**WHAT IS REQUIRED:** For the string "lineJoin", state how many lines of the data hold it. Give nothing besides the number.

**Stored items:**

━━━━━━━━━━━━━━━━

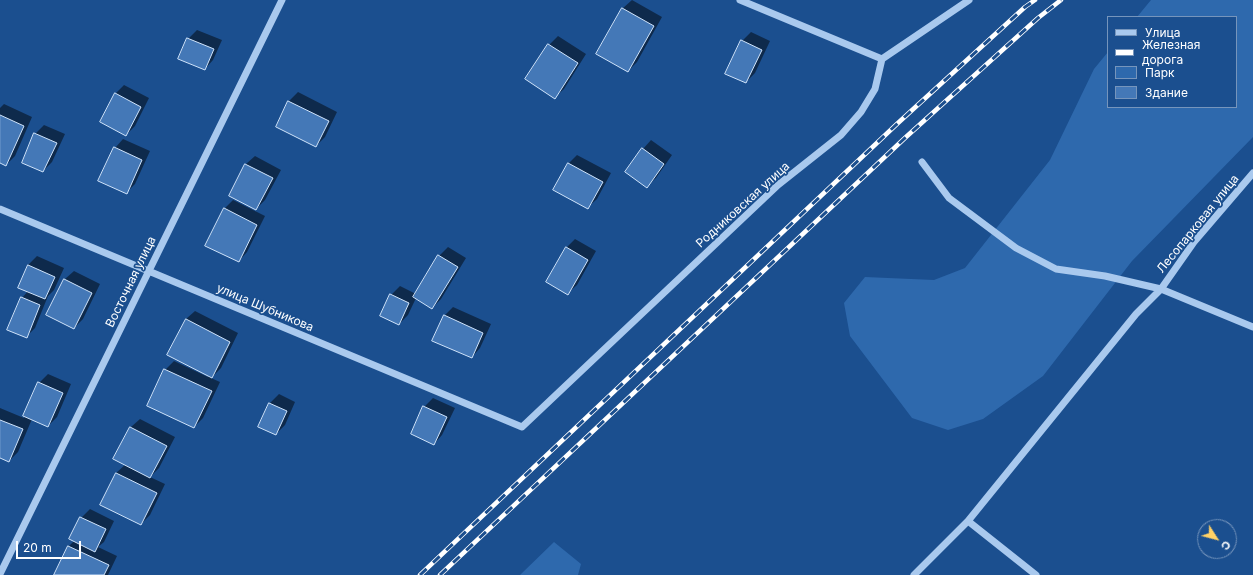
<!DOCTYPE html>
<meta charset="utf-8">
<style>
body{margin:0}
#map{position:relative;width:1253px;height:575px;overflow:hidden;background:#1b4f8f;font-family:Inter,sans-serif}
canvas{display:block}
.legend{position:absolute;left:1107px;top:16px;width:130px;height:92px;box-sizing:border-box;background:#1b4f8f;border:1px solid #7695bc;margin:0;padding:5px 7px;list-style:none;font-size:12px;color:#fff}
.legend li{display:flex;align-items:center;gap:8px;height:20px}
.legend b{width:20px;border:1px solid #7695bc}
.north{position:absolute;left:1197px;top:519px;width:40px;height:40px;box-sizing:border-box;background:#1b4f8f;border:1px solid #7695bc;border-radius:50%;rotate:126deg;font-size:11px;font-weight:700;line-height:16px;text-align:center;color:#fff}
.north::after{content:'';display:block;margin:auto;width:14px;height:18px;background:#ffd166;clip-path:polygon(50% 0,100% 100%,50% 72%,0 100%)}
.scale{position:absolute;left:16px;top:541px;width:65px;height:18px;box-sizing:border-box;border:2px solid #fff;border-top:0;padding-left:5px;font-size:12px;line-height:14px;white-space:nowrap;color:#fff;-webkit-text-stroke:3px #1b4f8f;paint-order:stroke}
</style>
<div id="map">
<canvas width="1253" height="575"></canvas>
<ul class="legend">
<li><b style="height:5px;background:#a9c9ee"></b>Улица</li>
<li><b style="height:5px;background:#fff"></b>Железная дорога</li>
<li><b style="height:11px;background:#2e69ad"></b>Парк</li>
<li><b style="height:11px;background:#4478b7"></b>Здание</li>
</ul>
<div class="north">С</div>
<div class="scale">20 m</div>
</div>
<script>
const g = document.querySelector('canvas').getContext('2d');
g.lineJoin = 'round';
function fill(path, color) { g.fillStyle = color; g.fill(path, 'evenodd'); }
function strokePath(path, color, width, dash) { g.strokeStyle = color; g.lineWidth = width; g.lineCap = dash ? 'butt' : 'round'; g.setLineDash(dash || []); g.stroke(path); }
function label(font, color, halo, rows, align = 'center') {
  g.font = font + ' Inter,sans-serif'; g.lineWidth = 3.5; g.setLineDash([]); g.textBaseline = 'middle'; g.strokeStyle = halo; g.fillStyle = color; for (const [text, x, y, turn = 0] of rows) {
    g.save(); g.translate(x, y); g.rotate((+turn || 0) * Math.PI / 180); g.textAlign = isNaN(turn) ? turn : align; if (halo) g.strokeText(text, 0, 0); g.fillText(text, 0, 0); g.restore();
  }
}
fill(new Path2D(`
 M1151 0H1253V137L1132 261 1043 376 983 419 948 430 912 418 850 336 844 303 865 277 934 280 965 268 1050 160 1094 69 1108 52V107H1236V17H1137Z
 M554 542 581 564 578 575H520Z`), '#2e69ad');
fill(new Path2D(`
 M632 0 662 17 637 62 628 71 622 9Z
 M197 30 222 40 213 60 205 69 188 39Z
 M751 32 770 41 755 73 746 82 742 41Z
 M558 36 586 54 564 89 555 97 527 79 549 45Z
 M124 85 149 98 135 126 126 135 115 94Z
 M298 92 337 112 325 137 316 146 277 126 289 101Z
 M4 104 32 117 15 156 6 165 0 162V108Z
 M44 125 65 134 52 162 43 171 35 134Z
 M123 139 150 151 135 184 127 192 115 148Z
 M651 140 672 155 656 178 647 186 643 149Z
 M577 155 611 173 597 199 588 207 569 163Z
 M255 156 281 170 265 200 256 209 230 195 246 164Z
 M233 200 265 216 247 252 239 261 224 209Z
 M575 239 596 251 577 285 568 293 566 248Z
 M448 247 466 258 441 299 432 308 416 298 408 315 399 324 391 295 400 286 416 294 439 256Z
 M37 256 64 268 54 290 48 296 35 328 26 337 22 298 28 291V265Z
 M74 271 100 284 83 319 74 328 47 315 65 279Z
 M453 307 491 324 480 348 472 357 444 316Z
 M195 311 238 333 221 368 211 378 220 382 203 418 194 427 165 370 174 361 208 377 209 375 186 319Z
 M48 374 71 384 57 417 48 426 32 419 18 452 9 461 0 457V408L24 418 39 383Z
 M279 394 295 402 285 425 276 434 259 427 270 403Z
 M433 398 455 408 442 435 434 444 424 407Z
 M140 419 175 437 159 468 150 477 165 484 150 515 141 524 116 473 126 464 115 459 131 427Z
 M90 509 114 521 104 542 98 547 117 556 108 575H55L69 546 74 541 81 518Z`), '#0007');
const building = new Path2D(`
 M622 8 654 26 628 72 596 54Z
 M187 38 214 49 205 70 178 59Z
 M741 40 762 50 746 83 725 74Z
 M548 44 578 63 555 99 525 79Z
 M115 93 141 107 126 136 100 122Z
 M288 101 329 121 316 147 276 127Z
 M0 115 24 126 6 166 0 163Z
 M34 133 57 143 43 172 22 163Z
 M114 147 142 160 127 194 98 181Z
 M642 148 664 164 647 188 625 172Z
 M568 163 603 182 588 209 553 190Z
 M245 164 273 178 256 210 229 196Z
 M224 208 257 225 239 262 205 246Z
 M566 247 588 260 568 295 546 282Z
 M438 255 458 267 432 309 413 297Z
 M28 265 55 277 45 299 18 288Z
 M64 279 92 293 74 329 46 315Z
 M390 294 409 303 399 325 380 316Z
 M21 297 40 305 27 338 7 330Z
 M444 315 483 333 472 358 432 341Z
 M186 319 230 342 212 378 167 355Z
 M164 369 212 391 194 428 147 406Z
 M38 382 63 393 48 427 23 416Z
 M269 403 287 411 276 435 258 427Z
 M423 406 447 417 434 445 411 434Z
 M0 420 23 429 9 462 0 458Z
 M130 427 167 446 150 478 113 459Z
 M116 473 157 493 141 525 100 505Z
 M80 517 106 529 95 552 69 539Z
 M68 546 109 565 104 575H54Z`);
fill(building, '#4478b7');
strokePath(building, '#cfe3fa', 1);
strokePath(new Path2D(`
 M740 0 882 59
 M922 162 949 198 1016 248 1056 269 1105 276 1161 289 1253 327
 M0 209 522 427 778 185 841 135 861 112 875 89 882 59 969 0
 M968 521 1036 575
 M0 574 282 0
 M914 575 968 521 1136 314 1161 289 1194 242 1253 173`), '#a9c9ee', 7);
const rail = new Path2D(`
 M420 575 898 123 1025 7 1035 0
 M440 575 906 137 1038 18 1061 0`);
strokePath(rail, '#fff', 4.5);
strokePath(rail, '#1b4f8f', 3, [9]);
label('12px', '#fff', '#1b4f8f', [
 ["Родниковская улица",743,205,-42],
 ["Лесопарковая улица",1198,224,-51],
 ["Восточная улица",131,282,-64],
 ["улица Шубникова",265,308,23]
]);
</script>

━━━━━━━━━━━━━━━━

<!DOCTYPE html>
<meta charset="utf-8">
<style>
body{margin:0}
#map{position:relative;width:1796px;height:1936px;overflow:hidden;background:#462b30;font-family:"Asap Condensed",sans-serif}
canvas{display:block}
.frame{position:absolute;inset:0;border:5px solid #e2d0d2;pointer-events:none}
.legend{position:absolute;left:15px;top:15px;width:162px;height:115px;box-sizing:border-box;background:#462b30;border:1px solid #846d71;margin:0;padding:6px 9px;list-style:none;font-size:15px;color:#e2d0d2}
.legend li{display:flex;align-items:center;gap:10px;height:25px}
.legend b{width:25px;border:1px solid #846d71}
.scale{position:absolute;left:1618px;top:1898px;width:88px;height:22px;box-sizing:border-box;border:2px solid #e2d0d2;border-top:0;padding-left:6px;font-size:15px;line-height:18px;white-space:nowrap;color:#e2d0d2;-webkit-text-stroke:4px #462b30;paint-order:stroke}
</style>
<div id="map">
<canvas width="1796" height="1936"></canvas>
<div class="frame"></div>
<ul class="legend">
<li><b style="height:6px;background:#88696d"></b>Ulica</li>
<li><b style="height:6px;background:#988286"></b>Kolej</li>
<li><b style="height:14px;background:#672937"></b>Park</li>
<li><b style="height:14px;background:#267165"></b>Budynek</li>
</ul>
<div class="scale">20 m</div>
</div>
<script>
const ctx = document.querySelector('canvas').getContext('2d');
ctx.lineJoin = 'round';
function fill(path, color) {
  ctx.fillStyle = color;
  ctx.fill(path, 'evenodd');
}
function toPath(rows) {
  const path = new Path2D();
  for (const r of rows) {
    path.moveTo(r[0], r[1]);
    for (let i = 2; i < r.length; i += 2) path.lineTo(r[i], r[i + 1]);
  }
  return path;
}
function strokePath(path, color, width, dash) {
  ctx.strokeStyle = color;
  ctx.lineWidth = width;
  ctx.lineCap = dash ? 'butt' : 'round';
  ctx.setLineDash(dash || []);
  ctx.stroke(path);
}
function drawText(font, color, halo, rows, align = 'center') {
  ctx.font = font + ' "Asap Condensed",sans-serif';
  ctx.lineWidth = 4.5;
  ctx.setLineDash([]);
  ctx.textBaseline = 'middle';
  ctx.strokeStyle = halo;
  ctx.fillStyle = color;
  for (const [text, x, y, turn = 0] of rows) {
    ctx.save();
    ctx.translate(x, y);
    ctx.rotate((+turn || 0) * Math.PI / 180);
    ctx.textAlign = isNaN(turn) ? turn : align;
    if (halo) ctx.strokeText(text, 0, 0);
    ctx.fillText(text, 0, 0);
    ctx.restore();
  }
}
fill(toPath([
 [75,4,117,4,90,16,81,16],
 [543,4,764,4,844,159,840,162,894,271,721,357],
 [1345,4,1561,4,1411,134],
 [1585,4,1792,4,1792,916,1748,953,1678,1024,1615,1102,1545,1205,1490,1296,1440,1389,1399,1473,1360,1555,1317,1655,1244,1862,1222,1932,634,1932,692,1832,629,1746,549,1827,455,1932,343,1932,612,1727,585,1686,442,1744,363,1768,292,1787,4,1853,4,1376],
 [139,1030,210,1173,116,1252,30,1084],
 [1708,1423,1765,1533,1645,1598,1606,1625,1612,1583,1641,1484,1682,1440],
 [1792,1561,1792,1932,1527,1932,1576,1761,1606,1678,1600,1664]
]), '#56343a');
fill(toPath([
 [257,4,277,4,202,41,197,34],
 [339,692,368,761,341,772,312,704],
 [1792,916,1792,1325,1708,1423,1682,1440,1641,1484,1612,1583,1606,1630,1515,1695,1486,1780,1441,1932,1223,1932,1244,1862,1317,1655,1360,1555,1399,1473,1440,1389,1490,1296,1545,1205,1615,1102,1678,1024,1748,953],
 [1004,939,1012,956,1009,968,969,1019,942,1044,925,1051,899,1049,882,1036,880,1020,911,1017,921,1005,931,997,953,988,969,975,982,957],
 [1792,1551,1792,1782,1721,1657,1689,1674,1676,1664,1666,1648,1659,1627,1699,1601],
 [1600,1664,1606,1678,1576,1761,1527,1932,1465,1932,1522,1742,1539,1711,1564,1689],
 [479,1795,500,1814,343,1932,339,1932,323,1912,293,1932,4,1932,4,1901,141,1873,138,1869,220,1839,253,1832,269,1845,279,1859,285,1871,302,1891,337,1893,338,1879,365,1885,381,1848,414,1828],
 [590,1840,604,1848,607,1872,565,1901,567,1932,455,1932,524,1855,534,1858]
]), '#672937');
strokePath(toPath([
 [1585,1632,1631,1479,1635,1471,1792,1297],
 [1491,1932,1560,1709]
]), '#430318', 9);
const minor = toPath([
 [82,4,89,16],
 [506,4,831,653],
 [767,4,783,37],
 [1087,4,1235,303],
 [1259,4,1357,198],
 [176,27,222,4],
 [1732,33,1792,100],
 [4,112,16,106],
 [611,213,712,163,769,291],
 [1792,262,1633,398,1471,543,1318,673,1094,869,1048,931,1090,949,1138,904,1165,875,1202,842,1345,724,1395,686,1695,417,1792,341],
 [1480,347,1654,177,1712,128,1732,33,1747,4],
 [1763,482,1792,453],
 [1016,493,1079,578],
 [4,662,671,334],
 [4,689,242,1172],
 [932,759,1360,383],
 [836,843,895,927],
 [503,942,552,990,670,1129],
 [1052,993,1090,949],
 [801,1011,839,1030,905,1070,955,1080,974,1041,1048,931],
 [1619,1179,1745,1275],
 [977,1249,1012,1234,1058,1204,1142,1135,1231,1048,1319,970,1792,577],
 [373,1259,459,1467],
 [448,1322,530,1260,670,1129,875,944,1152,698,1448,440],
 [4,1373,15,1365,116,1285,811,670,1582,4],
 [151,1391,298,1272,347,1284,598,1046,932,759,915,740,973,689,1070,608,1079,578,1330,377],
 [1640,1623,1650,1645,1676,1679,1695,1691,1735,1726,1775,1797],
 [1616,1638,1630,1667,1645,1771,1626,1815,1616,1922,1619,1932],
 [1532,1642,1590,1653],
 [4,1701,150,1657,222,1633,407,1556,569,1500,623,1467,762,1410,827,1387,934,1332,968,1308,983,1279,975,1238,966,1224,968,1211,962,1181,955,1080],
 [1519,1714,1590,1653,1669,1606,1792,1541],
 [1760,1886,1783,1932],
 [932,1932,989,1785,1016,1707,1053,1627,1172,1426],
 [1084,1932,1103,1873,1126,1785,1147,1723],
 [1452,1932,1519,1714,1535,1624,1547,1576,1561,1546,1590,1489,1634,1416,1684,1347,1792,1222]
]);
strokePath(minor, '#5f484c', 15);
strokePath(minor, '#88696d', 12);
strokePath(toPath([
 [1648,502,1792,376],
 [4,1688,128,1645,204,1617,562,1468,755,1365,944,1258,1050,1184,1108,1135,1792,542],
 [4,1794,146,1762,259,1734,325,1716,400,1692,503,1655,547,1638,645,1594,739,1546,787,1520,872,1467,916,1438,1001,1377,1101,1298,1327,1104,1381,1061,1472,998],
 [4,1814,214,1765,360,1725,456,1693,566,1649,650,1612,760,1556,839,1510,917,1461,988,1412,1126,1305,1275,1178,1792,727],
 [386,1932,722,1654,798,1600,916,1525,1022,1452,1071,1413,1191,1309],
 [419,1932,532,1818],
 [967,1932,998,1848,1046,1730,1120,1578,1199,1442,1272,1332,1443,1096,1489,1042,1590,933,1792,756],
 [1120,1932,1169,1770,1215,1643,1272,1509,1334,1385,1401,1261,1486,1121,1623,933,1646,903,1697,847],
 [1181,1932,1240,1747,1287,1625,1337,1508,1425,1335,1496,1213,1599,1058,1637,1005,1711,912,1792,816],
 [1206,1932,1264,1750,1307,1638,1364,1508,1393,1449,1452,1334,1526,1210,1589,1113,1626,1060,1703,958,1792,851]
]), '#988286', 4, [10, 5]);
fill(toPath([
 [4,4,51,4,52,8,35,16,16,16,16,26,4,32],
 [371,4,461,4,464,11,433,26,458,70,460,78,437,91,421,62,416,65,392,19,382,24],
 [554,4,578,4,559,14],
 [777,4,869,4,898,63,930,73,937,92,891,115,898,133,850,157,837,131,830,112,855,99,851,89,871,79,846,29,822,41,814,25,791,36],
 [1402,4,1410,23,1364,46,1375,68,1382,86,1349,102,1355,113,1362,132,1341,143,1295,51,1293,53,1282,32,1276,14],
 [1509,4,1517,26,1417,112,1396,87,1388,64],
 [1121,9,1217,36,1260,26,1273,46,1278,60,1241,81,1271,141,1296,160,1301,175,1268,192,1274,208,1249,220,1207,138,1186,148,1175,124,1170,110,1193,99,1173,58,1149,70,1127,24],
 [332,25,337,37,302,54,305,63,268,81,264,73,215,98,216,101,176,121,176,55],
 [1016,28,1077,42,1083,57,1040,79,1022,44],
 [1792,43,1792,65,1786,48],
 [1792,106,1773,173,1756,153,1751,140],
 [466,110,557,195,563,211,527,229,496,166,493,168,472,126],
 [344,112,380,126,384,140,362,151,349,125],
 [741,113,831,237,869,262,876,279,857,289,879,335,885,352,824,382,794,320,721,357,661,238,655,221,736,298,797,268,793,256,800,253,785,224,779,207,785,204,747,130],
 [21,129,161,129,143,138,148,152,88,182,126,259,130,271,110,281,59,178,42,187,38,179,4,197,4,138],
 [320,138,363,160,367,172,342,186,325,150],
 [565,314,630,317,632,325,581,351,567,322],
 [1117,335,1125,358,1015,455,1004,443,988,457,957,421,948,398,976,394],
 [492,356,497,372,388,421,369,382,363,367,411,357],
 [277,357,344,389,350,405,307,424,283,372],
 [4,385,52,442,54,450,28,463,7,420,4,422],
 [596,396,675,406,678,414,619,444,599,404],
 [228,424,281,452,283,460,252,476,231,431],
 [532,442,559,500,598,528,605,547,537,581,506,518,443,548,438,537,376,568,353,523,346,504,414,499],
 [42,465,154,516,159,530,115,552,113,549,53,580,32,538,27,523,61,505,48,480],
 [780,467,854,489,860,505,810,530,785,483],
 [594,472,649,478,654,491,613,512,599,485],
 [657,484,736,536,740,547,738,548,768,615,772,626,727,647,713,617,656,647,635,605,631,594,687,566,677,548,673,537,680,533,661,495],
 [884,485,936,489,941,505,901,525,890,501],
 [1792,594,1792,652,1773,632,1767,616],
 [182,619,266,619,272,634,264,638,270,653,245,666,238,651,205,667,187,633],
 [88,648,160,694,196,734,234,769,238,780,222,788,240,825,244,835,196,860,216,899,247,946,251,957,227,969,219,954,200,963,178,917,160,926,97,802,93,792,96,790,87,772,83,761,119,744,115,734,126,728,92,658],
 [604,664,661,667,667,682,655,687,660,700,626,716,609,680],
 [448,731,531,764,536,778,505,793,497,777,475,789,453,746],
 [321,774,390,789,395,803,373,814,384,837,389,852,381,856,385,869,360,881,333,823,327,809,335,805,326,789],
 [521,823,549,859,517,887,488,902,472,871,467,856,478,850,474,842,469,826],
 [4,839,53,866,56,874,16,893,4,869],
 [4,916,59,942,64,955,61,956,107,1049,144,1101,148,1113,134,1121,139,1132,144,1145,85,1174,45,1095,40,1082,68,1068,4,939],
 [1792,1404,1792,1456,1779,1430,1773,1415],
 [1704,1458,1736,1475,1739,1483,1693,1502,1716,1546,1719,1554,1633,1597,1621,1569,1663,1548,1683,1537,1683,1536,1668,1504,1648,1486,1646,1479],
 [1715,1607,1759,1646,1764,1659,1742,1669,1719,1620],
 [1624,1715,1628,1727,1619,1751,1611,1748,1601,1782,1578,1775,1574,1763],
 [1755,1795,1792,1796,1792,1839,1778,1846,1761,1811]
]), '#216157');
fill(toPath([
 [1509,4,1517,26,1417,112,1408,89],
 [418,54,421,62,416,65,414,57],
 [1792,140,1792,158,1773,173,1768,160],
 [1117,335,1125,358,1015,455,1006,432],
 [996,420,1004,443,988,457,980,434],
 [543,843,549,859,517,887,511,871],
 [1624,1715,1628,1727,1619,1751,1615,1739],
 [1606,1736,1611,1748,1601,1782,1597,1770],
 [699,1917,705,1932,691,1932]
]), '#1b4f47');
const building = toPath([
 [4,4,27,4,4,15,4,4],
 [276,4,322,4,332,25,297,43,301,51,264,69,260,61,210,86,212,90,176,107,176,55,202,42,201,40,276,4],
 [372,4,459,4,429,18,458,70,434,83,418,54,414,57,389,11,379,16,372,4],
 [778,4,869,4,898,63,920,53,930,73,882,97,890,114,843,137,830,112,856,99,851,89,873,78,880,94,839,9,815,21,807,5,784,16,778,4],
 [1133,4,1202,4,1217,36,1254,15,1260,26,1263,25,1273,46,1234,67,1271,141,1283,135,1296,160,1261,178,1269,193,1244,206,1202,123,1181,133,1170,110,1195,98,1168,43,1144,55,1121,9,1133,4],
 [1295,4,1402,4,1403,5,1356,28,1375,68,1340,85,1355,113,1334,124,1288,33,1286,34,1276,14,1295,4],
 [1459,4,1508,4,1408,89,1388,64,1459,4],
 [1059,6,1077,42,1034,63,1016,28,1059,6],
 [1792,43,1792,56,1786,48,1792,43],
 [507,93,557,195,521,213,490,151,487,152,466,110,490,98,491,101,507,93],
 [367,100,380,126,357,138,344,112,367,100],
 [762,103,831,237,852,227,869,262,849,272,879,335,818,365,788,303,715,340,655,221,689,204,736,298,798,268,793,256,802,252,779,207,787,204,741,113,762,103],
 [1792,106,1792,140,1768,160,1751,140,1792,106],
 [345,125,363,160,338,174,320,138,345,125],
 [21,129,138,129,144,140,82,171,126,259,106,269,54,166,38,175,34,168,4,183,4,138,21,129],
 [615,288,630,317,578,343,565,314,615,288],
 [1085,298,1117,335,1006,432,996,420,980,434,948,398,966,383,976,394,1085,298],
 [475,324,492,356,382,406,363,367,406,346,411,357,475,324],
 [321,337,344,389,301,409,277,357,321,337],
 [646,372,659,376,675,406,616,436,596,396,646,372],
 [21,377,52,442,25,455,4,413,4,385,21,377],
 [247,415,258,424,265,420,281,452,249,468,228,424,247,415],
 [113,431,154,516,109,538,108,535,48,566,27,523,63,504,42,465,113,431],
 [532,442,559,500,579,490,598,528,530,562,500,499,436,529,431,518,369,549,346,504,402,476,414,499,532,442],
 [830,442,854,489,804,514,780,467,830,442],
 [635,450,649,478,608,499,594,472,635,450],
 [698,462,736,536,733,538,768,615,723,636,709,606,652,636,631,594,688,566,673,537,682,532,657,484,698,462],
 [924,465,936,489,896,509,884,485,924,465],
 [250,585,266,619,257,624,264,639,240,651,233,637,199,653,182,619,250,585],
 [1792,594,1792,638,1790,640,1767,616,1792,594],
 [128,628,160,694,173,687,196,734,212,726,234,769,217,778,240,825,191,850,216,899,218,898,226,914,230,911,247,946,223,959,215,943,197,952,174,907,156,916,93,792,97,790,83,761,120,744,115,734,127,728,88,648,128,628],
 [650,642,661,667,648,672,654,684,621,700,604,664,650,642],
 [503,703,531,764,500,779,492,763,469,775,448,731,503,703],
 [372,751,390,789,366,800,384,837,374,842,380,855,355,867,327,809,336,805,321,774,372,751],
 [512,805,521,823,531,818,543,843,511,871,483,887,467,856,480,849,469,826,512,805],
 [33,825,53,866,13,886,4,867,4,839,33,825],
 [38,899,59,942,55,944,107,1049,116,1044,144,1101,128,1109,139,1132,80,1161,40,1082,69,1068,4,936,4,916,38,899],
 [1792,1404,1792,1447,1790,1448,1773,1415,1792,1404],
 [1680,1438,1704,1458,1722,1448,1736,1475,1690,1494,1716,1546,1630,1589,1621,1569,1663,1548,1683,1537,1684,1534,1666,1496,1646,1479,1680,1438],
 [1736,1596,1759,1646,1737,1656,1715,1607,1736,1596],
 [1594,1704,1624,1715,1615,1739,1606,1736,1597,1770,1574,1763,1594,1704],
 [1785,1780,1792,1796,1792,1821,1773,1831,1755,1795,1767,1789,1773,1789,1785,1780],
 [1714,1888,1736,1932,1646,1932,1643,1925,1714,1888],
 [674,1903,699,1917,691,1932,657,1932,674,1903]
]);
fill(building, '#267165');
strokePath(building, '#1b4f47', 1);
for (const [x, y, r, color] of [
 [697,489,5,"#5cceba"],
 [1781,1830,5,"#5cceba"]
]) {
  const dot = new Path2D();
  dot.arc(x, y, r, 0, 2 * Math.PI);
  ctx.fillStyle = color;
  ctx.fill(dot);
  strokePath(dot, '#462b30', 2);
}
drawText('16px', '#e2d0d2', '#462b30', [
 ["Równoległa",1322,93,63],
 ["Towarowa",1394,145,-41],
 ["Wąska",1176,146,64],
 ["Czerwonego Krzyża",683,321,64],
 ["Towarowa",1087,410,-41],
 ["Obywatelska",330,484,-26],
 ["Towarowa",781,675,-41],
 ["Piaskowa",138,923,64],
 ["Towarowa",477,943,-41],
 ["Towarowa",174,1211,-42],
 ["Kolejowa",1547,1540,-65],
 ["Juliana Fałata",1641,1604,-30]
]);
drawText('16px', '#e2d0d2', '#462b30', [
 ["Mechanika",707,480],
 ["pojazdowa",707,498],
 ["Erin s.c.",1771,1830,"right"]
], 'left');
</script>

━━━━━━━━━━━━━━━━

**OUTPUT OF THE EXERCISE:** 2